「建仁寺」の境内は広く、かつてはその塔頭が50以上を数えました。
明治時代における仏教排斥運動において、ことごとく壊されてしまいましたが、「正伝永源院」とともに、現在も残る14の塔頭の一つ。
それが「両足院」です。
通常は非公開ですが、2020年の11月30日、「建仁寺」を訪れた際に特別公開の看板を見かけ、思いがけずも拝観することができました。
「建仁寺」塔頭「両足院」とは
「両足院」は、臨済宗建仁寺派の寺院。
「建仁寺」が臨済宗の開祖栄西によって1202年に創建され、栄西が亡くなった後、その墓所を栄西の弟子たちが守塔した寺院が「知足院」。
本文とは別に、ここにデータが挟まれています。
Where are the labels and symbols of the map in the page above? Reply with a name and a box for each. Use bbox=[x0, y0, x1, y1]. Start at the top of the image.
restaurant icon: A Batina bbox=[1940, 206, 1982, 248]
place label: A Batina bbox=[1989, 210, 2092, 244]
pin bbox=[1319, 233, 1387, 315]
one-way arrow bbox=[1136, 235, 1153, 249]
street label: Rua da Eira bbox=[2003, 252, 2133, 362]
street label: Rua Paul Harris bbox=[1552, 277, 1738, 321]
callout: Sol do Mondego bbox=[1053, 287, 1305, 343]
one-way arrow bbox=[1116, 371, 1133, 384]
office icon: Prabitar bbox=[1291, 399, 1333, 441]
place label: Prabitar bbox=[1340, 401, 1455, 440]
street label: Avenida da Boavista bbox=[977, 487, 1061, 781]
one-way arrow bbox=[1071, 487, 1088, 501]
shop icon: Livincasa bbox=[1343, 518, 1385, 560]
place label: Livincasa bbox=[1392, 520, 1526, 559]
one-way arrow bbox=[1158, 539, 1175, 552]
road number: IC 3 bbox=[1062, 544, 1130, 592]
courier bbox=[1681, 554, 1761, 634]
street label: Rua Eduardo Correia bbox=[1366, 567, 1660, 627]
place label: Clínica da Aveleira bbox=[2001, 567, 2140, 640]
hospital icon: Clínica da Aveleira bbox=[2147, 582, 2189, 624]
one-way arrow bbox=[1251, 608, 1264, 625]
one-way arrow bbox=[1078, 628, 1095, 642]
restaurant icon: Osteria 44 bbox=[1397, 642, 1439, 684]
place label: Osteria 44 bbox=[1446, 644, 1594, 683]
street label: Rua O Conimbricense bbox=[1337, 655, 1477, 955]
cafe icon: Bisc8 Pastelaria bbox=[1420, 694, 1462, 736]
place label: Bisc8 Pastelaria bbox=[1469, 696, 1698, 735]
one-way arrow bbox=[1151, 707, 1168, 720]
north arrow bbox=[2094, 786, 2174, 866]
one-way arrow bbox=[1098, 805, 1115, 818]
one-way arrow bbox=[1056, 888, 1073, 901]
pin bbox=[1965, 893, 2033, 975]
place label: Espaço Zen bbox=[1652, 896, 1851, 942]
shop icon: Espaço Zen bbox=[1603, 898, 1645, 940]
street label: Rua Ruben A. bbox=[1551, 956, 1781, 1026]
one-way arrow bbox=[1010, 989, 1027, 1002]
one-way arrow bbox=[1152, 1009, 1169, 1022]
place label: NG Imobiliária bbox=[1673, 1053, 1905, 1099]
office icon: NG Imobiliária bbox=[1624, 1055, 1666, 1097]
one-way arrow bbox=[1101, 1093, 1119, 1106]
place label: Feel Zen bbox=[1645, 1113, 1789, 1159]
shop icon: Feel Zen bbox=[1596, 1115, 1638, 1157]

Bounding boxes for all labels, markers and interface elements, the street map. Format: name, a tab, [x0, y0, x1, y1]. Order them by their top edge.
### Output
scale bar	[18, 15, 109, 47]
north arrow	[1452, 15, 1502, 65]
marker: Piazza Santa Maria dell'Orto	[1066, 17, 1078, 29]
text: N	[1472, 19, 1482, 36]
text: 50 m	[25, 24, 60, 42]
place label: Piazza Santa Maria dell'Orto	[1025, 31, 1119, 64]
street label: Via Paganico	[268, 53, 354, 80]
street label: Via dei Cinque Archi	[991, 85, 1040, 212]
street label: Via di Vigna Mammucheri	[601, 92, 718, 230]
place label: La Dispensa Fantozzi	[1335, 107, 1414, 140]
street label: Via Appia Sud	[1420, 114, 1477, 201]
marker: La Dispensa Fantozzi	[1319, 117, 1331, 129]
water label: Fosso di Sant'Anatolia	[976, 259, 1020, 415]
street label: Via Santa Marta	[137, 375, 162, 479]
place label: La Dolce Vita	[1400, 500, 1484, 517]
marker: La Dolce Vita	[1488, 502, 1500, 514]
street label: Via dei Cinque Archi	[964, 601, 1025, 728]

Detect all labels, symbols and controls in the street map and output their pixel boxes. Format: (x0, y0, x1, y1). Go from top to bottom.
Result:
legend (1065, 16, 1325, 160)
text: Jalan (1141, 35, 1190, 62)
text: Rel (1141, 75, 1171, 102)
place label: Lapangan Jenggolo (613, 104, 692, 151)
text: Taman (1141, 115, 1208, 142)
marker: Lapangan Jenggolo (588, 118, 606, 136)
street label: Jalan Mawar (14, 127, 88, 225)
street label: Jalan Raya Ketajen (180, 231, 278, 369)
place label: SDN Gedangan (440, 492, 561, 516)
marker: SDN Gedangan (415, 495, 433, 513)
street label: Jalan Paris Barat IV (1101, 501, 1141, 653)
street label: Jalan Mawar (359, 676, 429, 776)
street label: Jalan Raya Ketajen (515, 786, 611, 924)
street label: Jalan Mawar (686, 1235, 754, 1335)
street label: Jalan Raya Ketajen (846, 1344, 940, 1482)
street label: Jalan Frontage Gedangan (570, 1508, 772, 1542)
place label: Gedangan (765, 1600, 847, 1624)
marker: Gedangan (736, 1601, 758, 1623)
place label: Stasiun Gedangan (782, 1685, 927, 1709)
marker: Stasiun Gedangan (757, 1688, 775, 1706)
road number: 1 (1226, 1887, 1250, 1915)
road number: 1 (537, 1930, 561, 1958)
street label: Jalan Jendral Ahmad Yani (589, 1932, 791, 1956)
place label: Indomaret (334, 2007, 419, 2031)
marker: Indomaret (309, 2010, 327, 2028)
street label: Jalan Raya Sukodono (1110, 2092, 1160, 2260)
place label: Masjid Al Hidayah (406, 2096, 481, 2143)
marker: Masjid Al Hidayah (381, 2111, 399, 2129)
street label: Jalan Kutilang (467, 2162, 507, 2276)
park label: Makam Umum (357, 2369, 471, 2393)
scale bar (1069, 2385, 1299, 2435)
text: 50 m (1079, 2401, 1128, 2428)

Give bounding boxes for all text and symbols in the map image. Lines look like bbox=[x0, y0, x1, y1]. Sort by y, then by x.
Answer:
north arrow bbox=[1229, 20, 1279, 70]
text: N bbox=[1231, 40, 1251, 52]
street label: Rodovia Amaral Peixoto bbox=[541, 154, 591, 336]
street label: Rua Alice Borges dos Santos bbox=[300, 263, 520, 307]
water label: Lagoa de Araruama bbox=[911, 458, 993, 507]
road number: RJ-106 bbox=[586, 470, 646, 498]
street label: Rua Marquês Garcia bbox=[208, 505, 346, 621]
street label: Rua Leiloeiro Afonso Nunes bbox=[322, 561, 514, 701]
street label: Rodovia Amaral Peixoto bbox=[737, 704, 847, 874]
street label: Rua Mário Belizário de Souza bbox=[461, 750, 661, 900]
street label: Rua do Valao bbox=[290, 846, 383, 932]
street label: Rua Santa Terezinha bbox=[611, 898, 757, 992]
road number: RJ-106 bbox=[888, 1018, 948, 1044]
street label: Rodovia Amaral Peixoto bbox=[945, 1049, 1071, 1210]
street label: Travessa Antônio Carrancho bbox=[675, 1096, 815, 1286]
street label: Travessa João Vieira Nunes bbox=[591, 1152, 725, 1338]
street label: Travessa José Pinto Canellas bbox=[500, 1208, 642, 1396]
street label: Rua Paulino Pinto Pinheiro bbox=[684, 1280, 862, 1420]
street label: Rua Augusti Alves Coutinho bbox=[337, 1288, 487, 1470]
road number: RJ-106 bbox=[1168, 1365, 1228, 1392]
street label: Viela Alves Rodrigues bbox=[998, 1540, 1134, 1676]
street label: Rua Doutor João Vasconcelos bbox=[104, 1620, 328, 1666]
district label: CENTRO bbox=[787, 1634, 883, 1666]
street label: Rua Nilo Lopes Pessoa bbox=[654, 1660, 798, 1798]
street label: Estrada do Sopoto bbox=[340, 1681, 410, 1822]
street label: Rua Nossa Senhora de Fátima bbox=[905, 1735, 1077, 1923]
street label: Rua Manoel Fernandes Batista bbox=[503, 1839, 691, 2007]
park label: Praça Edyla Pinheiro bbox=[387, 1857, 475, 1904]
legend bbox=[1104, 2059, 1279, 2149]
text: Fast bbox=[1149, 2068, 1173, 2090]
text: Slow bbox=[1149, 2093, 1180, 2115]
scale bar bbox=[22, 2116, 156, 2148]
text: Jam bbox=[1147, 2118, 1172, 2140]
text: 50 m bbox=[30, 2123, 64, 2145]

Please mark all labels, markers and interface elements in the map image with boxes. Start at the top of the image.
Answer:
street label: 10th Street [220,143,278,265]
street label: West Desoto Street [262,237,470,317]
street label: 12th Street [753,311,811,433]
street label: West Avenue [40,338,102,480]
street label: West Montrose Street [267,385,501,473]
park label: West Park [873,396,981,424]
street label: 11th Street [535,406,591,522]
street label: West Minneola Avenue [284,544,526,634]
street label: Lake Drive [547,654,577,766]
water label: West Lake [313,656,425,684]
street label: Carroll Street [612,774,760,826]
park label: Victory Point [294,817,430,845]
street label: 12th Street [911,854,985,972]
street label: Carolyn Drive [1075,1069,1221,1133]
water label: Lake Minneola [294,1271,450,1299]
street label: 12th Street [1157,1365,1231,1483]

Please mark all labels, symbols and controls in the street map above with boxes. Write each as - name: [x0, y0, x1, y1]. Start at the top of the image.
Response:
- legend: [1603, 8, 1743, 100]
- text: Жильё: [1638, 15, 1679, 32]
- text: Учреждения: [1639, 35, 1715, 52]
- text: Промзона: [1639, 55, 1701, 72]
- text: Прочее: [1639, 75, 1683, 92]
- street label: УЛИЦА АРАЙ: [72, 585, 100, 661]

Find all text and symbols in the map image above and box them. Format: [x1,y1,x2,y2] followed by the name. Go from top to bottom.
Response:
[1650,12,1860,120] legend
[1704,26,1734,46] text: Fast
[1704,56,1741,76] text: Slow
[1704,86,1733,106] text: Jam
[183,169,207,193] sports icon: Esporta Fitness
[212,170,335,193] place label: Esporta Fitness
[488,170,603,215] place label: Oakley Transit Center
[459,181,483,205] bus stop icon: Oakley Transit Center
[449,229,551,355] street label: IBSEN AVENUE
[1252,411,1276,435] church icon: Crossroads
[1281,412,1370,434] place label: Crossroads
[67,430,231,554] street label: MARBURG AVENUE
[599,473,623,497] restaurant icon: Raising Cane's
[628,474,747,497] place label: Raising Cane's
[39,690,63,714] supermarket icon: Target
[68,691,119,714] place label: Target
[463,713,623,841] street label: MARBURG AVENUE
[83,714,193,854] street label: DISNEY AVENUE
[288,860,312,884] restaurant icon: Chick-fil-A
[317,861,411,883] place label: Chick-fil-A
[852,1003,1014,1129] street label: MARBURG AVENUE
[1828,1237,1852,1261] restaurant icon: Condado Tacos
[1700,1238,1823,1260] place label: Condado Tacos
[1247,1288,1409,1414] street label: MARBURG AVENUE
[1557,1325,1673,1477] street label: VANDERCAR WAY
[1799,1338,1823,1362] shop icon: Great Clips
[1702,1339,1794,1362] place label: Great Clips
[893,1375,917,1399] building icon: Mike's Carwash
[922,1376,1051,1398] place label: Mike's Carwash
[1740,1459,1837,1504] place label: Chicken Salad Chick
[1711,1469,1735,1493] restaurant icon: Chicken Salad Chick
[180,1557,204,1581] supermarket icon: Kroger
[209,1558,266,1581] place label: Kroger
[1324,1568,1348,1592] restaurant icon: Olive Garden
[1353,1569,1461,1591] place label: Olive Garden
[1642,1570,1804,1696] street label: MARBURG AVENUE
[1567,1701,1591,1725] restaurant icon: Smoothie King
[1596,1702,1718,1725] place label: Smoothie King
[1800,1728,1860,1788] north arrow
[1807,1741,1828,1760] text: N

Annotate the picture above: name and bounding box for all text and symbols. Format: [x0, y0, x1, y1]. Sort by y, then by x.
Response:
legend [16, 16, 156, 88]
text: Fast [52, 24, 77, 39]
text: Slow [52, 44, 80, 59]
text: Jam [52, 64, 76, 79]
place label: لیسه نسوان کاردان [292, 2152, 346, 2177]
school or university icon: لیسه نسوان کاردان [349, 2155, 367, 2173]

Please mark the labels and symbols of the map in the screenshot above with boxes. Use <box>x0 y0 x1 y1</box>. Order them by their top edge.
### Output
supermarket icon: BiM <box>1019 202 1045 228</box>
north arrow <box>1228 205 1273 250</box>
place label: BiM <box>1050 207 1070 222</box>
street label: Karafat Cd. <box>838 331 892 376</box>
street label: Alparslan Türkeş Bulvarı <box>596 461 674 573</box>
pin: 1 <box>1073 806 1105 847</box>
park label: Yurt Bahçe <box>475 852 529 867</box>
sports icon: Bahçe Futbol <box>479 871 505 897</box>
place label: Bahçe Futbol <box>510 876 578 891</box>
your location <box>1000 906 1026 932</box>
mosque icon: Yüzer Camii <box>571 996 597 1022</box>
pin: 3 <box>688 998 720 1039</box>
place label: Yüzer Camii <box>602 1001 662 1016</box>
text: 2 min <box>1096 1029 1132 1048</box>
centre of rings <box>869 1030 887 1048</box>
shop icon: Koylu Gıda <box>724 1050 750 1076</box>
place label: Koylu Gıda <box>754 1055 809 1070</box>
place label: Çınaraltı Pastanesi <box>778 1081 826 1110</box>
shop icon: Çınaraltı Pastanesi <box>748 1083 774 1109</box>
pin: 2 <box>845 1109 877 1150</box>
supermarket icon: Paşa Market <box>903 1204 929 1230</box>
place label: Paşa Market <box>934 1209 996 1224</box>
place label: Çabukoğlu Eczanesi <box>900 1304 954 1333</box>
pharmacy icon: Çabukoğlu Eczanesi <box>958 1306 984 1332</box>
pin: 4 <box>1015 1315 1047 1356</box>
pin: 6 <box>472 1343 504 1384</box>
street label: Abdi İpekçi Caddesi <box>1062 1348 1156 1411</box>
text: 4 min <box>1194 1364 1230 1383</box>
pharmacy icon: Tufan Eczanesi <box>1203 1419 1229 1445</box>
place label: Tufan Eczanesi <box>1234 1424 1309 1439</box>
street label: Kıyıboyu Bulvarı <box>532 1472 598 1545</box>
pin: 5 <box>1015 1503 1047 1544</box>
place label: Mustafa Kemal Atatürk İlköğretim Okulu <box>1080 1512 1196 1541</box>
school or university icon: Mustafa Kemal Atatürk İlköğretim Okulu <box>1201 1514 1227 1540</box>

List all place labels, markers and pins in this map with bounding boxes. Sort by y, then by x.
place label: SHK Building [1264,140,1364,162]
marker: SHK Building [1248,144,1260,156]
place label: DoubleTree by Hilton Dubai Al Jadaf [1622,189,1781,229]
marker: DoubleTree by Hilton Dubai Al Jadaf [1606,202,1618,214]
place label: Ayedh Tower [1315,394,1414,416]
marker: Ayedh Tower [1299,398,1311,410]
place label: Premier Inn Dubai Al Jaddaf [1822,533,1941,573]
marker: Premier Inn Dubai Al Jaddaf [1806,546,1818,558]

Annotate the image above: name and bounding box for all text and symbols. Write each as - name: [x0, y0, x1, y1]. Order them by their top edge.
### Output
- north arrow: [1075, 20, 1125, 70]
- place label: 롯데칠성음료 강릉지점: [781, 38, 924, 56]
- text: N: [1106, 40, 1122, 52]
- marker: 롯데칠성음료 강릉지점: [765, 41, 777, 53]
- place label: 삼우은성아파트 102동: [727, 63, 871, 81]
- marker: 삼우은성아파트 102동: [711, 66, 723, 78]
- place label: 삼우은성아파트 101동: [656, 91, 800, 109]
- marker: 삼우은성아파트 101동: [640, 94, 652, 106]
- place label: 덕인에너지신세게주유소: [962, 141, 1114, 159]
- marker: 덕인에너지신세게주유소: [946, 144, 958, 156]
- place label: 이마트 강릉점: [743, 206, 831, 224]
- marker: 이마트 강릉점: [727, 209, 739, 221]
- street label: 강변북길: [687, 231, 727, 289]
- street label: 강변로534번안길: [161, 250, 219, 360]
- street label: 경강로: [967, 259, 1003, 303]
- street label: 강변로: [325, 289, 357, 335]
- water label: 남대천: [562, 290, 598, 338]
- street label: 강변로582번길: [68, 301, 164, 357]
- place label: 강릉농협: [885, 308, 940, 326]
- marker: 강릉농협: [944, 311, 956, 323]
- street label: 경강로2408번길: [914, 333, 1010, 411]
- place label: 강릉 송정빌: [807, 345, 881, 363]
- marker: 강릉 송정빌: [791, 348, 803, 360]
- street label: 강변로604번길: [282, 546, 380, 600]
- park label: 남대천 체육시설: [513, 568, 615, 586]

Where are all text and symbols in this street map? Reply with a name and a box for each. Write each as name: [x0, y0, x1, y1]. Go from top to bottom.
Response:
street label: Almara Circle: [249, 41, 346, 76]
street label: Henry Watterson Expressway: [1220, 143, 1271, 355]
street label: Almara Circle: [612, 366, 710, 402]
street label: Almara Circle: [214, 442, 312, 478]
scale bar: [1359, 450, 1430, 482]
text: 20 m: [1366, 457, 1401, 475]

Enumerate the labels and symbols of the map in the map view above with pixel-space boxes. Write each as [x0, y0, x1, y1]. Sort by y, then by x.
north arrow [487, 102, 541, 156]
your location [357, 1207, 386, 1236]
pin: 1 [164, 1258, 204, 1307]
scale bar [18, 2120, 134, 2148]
これが「両足院」の前身です。
「両足院」は「饅頭始祖の寺」としても有名で、中国の僧が来日した際に、このお寺に饅頭の文化を初めて伝えたことから、饅頭伝来の場としても知られています。
通常は非公開ですが、座禅体験などを予約制で開催しています。
見どころは、京都府の名勝庭園にも指定されていて、6月になると半夏生の白い葉が茂る「池泉回遊式庭園」です。
この特別公開に居合わせたのは偶然です。
黒田長政の尊像
境内に入ってすぐ、目につくのがこの社。
入場料を払って小冊子をいただくまでわかりませんでしたが、なんと黒田長政の尊像であるとのこと。
黒田長政といえば、言わずと知れた軍師・黒田官兵衛の長男であり、尊像は代々黒田家で信仰されていましたが、維新の変革のおり、「両足院」に寄進されたとのことです。
ちなみに、「両足院」には、毘沙門天像が祀られています。
そして、この毘沙門天に庇護されていたのが黒田官兵衛。
官兵衛の長男である黒田長政もまた、関が原の戦いで徳川家康の群棲に参加しました。
その出陣の際、毘沙門天像を内兜に収めて奮戦したと言われています。
「方丈」の回廊を歩く
入り口を入るとすぐに「方丈」。
そして、小さな、しかしとても手の込んだ庭が目に入りました。
あとで調べると、これは閼伽井庭(あかいにわ)と呼ばれる井戸を備えた庭園で、その井戸では仏様にお供えをする水を汲んでいるそうです。
しかし、回廊のコーナーも、上手く作ってますよね。
特別拝観の寺院なんです。
どこまでが「方丈」で、どこから「大書院」なのかわかりませんが、書院を一つ一つ、ゆっくり見て回ります。
こうして、書院の回廊を歩くだけでも禅を感じます。
おそらく、音を立てないように、静かに、しゃなりしゃなりと歩くからでしょうか。
畳のサイズが違うような気がしますね。
「両足院」の見どころの一つ書院前庭ですね。では、庭におりてみましょう。
京都府の名勝庭園「書院前庭」
紅葉を観賞しにきたのですが、庭に広がる苔が美しい。
庭の全景を見下ろせる小高い丘に登ることができます。
一部、紅葉が残されてるようです。
そもそも、この「池泉回遊式庭園」は、6月になると半夏生の白い葉が茂るのが見どころ。
紅葉の時期ではなく、初夏に訪れると、また違った風景が見れそうです。
半夏生が白く咲いた夏は、どんな感じになるのでしょうか。
でも、紅葉の「池泉回遊式庭園」も悪くない。
これは茶室。左側が「水月亭」、右側が「臨池亭」と呼ばれています。
紅葉と「臨池亭」の組み合わせ。
「両足院」は、そもそも禅寺であり、「両足院」のHPから座禅体験の予約もできます。
ただいま、感染症で狂わされている日本です。
禅の道を体験してみるのも、よい人生経験かもしれません。